Description of change

  • Refactor and simplify the state.DbLogger code.
  • Introduce a state/logdb package, which I intend to move the existing DbLogger and friends into, but first things first. This package initially holds a BufferedLogger, which buffers log records and flushes to an underlying logger (e.g. DbLogger) when either the buffer capacity or a time interval are exceeded.
  • Update state.DbLogger.Log to insert records in bulk.
  • Update the "release" function returned by StatePool.Get, and StatePool.Remove, to report whether or not they remove/close the State.
  • Update the apiserver logsink/logtransfer code to share a single DbLogger for all uses of a shared state pool entry, to cut down on the number of sockets used for logging.
  • Update the apiserver logsink/logtransfer code to use state/logdb.BufferedLogger to buffer log writes. The parameters are currently hard-coded: a buffer capacity of 1024, and flush interval of 2 seconds. We can make these configurable as needed.

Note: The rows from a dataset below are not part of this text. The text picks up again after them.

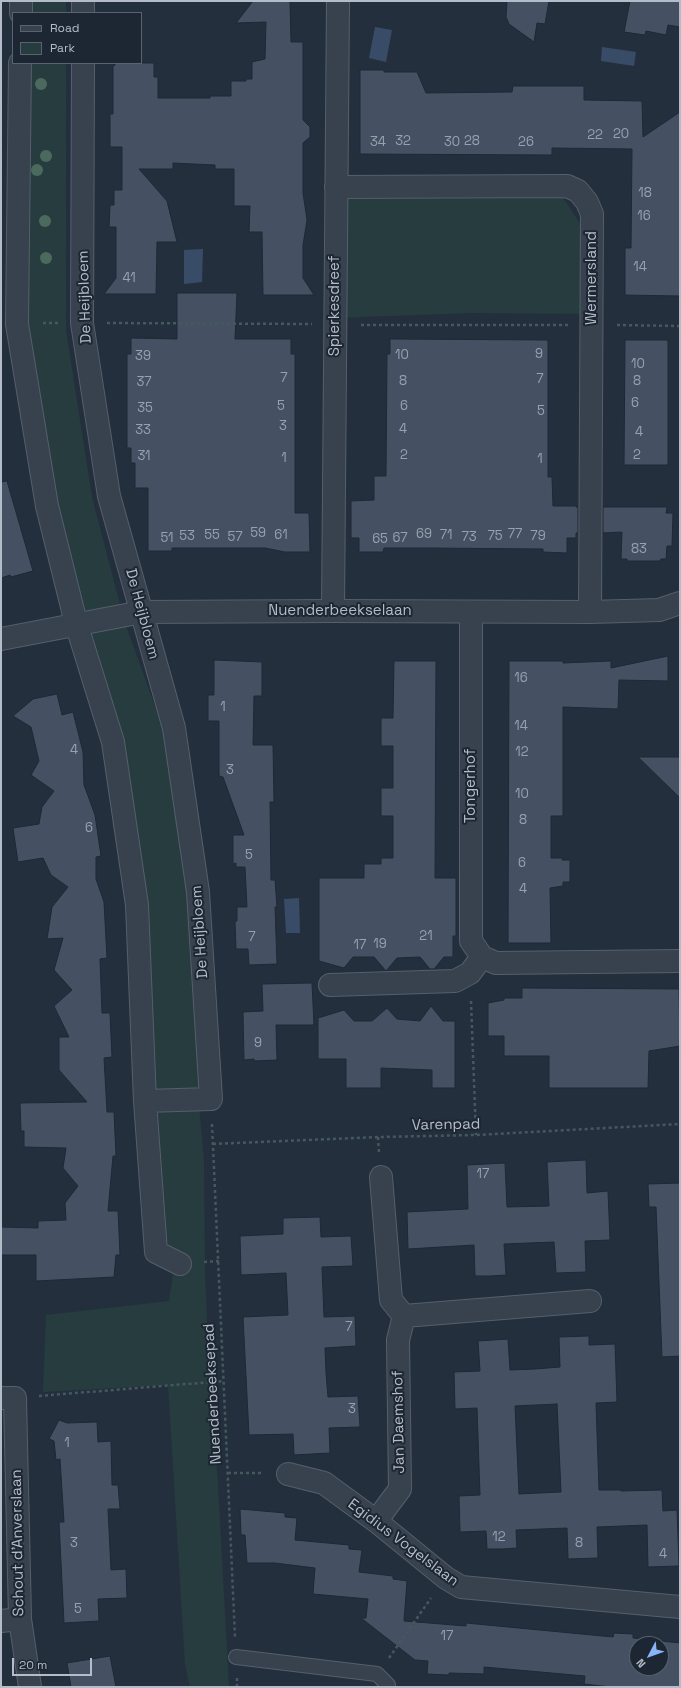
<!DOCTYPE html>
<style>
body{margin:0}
#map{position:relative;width:681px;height:1688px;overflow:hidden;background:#242f3e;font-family:"Space Grotesk",sans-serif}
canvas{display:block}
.frame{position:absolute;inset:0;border:2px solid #b4bcc9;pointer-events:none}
.legend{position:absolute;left:12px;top:12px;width:130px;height:52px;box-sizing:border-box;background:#1d2633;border:1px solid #59626f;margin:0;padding:5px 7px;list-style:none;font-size:12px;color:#b4bcc9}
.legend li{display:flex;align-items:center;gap:8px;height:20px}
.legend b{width:20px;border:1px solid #59626f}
.north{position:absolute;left:629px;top:1636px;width:40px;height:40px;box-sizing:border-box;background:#1d2633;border:1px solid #59626f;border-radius:50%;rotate:229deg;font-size:11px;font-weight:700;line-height:16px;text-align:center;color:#b4bcc9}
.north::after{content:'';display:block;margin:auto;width:14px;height:18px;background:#8ab4f8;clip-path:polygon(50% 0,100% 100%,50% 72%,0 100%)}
.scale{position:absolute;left:12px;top:1658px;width:80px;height:18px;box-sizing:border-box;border:2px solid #b4bcc9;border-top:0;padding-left:5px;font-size:12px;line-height:14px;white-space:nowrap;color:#b4bcc9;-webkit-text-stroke:3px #1d2633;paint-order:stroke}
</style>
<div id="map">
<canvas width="681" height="1688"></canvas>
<div class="frame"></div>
<ul class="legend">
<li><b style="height:5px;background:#38414e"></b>Road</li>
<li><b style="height:11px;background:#263c3f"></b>Park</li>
</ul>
<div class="north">N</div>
<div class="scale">20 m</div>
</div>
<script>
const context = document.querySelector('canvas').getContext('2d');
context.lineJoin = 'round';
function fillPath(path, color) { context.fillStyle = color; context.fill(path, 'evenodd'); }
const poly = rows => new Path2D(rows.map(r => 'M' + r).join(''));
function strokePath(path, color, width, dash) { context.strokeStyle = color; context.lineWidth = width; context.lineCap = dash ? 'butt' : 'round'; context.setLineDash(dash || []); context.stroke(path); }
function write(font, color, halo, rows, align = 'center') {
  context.font = font + ' "Space Grotesk",sans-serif'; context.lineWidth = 4; context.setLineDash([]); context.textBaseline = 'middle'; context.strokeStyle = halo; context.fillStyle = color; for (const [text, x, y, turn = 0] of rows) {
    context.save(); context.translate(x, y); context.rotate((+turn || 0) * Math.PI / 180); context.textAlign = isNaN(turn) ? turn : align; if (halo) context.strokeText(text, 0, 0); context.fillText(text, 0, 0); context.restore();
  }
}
const green = poly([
 [25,1,66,1,66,13,25,13],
 [24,63,66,63,66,330,92,497,124,620,166,737,191,902,199,1105,204,1160,205,1271,210,1391,218,1483,229,1687,190,1687,185,1665,168,1385,43,1392,46,1315,169,1301,173,1274,149,1261,138,1111,129,914,105,751,50,510,21,331],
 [339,195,562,196,581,225,587,314,472,313,335,318]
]);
const water = poly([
 [375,27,392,30,386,62,369,58],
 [602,47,636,52,634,66,601,61],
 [203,249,202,282,184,284,184,250],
 [299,898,300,933,286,933,284,899]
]);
const building = poly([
 [253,1,290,1,291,42,303,42,303,120,310,127,310,137,303,143,303,193,307,220,303,245,303,278,314,295,263,295,262,232,249,232,250,206,234,206,234,169,215,169,215,165,173,163,173,169,139,169,167,201,177,242,157,242,156,294,104,294,116,278,116,227,109,227,110,205,114,205,114,190,122,190,122,147,110,147,110,114,113,114,113,66,115,65,115,63,154,63,154,77,158,77,158,98,210,98,210,96,231,96,231,81,246,81,246,79,252,79,252,62,265,59,266,22,236,23,253,1],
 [507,1,549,1,545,24,537,23,534,42,509,24,506,17,507,1],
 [630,1,680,1,680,27,668,25,666,35,646,31,645,35,624,32,630,1],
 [360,70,384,70,384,72,417,72,426,93,512,92,513,86,584,86,584,100,642,101,643,137,680,112,680,296,625,295,625,248,631,248,632,149,552,148,552,155,360,154,360,70],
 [177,293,237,293,235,339,291,339,291,354,295,354,295,513,309,513,310,552,285,552,265,548,172,548,172,551,148,551,148,488,135,488,135,463,131,463,131,448,127,448,127,354,131,354,131,338,177,339,177,293],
 [390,339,548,340,548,477,552,477,553,506,576,506,576,507,578,507,578,533,576,533,576,538,567,538,567,553,543,552,543,549,429,548,384,548,383,552,359,552,359,538,351,538,351,501,374,500,374,476,386,476,387,354,390,354,390,339],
 [625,340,668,340,668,465,624,465,625,340],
 [7,481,33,571,11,577,10,575,1,578,1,482,7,481],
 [603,507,667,507,666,513,673,513,672,546,667,546,666,559,661,559,660,561,627,561,627,559,621,559,622,532,603,533,603,507],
 [668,656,668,681,619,680,618,709,563,707,563,816,551,816,551,858,563,858,562,860,570,860,570,882,563,882,563,886,550,888,551,943,508,943,509,661,563,661,563,663,611,661,611,668,668,656],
 [214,660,262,662,262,696,254,696,253,745,273,745,274,802,270,802,271,880,275,880,277,907,275,907,277,964,249,965,248,949,236,949,235,921,237,921,237,907,247,907,245,867,236,867,236,863,233,864,233,835,244,835,223,777,219,776,219,721,208,721,208,695,214,695,214,660],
 [394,661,436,661,435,878,456,878,456,936,453,936,453,957,444,957,434,969,430,969,420,957,397,958,386,971,374,957,353,957,344,968,319,961,319,878,364,878,364,864,381,864,381,858,393,858,393,816,381,816,381,788,393,788,393,746,381,746,381,718,393,718,394,661],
 [57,694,62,715,73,712,83,752,84,785,95,815,101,856,96,857,96,879,104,902,107,958,100,959,102,1013,110,1013,112,1057,104,1058,107,1112,114,1112,116,1156,113,1156,108,1211,118,1211,120,1255,116,1255,114,1277,36,1281,36,1255,1,1255,1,1227,38,1228,38,1221,66,1220,65,1203,78,1186,63,1168,66,1148,24,1147,24,1131,21,1131,20,1103,87,1102,59,1070,59,1037,69,1037,54,1006,72,990,54,970,63,938,47,939,52,907,68,887,51,875,43,858,18,862,13,828,39,824,42,807,54,791,31,775,39,761,31,727,13,716,33,699,57,694],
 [638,757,680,757,680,798,638,757],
 [312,983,314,1025,276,1025,277,1060,254,1061,254,1059,244,1060,243,1012,263,1011,262,984,312,983],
 [522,988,679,989,680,1046,649,1051,648,1088,549,1088,549,1056,504,1056,504,1036,488,1036,488,1003,504,1000,504,998,522,998,522,988],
 [431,1006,443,1021,455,1021,455,1088,432,1088,432,1070,381,1068,381,1088,346,1088,346,1059,318,1059,318,1018,344,1010,354,1021,372,1021,387,1008,397,1019,420,1021,431,1006],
 [586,1160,587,1193,608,1191,610,1240,585,1241,586,1272,556,1273,554,1242,504,1244,506,1275,490,1276,475,1276,474,1245,408,1249,407,1212,468,1209,467,1165,505,1163,507,1207,549,1206,547,1162,586,1160],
 [680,1183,680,1356,662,1357,656,1207,649,1207,648,1184,680,1183],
 [320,1217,321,1237,351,1236,353,1266,322,1267,324,1317,355,1316,356,1346,325,1348,326,1373,328,1397,358,1396,360,1427,329,1428,330,1453,294,1455,293,1434,249,1435,243,1317,288,1315,286,1273,241,1275,240,1236,283,1234,283,1218,320,1217],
 [589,1336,589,1345,615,1344,617,1402,596,1403,599,1490,621,1490,621,1491,662,1490,663,1511,677,1510,679,1566,648,1567,647,1525,597,1527,598,1558,568,1559,567,1528,516,1530,517,1548,502,1549,487,1549,486,1531,460,1532,459,1496,480,1495,477,1408,455,1409,454,1372,480,1371,478,1341,508,1339,510,1370,535,1369,560,1367,559,1337,589,1336],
 [557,1404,561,1492,519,1494,515,1406,557,1404],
 [59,1420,67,1423,97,1422,98,1442,111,1441,112,1485,118,1485,120,1509,108,1509,111,1570,126,1569,127,1598,98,1599,99,1621,64,1623,59,1522,64,1522,60,1459,56,1460,54,1441,49,1439,59,1420],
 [240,1509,285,1513,285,1517,297,1518,295,1540,349,1545,349,1549,362,1550,359,1572,393,1576,393,1579,407,1581,404,1621,466,1626,466,1623,613,1637,614,1633,633,1634,633,1638,680,1643,680,1687,611,1687,584,1684,585,1676,484,1667,484,1674,449,1673,449,1675,427,1674,428,1661,415,1660,361,1618,366,1618,368,1599,313,1594,315,1568,275,1563,247,1563,245,1535,241,1535,240,1509],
 [637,1644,661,1644,661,1668,637,1668,637,1644],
 [110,1656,116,1687,71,1687,67,1663,110,1656]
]);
const path = poly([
 [43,323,58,323],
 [107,323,312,324],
 [361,325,568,325],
 [617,325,680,326],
 [471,1001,476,1135],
 [212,1124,235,1637],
 [378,1137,379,1153],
 [213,1144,378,1137,476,1135,680,1124],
 [204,1262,219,1261],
 [39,1396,224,1381],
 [228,1473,264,1473],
 [389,1658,431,1598],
 [237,1678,237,1687]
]);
const service = poly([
 [236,1657,377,1674,388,1685,388,1687]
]);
const minor = poly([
 [21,13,21,1],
 [83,13,83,1],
 [20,63,17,324,47,506,76,623,113,742,137,905,145,1101,156,1252,180,1264],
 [83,63,82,323,109,496,174,728,198,892,211,1099,145,1101],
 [336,187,567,186,578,191,587,202,592,214,590,612],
 [333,611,338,1],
 [482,957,496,963,680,961],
 [330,985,455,981,470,973,482,957,471,941,471,612],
 [404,1316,590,1301],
 [1,1398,15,1398,20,1619,30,1687],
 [288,1474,324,1483,376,1521,446,1578,461,1587,680,1607],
 [376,1521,400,1489,398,1340,404,1316,391,1300,381,1177],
 [1,1621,20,1619]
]);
const tertiary = poly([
 [1,639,142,612,333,611,590,612,659,610,680,603]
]);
const trees = [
 [41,84],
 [46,156],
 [37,170],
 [45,221],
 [46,258]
];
const numberNames = [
 ["20",621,134],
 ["22",595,135],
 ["32",403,141],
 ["28",472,141],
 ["34",378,142],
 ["30",452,142],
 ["26",526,142],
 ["18",645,193],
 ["16",644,216],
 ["14",640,267],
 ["41",129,278],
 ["9",539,354],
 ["10",402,355],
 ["39",143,356],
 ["10",638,364],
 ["7",284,378],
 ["7",540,379],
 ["8",403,381],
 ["8",637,381],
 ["37",144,382],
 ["6",635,403],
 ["5",281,406],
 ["6",404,406],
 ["35",145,408],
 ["5",541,411],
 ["3",283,426],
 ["4",403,429],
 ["33",143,430],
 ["4",639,432],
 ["2",404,455],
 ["2",637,455],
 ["31",144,456],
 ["1",284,458],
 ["1",540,459],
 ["59",258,533],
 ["69",424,534],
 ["77",515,534],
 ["55",212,535],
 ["61",281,535],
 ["71",446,535],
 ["53",187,536],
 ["75",495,536],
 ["79",538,536],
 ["57",235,537],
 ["73",469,537],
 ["51",167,538],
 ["67",400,538],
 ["65",380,539],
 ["83",639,549],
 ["16",521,678],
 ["1",223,707],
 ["14",521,726],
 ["4",74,750],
 ["12",522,752],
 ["3",230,770],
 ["10",522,794],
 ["8",523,820],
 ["6",89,828],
 ["5",249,855],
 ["6",522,863],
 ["4",523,889],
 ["21",426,936],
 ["7",252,937],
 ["19",380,944],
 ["17",360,945],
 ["9",258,1043],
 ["17",483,1174],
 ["7",349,1327],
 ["3",352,1409],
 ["1",67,1443],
 ["12",499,1537],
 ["3",74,1543],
 ["8",579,1543],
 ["4",663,1554],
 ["5",78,1609],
 ["17",447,1636]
];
const streetNames = [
 ["Wermersland",592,278,-90],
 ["De Heijbloem",85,297,-92],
 ["Spierkesdreef",335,306,-90],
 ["Nuenderbeekselaan",340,611],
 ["De Heijbloem",142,614,75],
 ["Tongerhof",471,786,-90],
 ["De Heijbloem",200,932,-94],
 ["Varenpad",446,1125,-1],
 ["Nuenderbeeksepad",213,1394,-93],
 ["Jan Daemshof",399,1422,-91],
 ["Schout d'Anverslaan",18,1543,-91],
 ["Egidius Vogelslaan",403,1543,37]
];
fillPath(green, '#263c3f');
fillPath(water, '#394c67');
fillPath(building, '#455162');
strokePath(building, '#1f2835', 1);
strokePath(service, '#565f6c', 16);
strokePath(minor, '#565f6c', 24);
strokePath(tertiary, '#565f6c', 24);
strokePath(path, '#44595c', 2.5, [3, 3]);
strokePath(service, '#38414e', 14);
strokePath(minor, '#38414e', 22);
strokePath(tertiary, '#38414e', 22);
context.fillStyle = '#4b6a5d';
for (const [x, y] of trees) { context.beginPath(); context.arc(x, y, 6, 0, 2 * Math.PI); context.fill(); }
write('13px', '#98a1af', null, numberNames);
write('15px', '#b4bcc9', '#1d2633', streetNames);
</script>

Note to reviewers: there are a few refactoring commits, which you may wish to review first. If it makes your life easier, I'll split this up - I just wanted to get it in front of people ASAP.

QA steps

  1. juju bootstrap localhost
  2. juju add-machine
  3. juju debug-log -m controller

Watch the logs roll in; perform some activity and observe that, unless there is a flurry of logs, debug-log will take ~2 seconds to update. The number of mongo sockets and insertions should be reduced from before. I added temporary instrumentation to prove this to myself, but it should be possible to eyeball the improvements via mongo stats with a larger deployment.

Documentation changes

None.

Bug reference

None.

axw added some commits Jun 14, 2017

Don't pass pointers to state.LogTailerParams
Passing around by pointer is a microoptimisation for code
that is called infrequently, at the expense of immutability.
state: drop EntityDbLogger
Drop the EntityDbLogger abstraction, and use DbLogger everywhere,
reusing the LogRecord structure.
Owner

jameinel commented Jun 14, 2017

some comments, and I'd really like to have real perf tests so we know it will have a genuine positive impact vs adding buffering/complexity.

@@ -596,7 +599,7 @@ func (srv *Server) endpoints() []apihttp.Endpoint {
)
add("/model/:modeluuid/applications/:application/resources/:resource", &ResourcesHandler{
- StateAuthFunc: func(req *http.Request, tagKinds ...string) (ResourcesBackend, func(), names.Tag, error) {
+ StateAuthFunc: func(req *http.Request, tagKinds ...string) (ResourcesBackend, state.StatePoolReleaser, names.Tag, error) {
@jameinel

jameinel Jun 14, 2017

Owner

This is also just a drive-by, right? not related to dblogger changes? Just saw we weren't using the state pool and releasing them?

@axw

axw Jun 15, 2017

Member

This is from 5bc3e7a, but no functional change in this part of the code. The StatePoolReleaser has a boolean result that tells the caller whether or not releasing caused the State object to be closed and removed from the pool.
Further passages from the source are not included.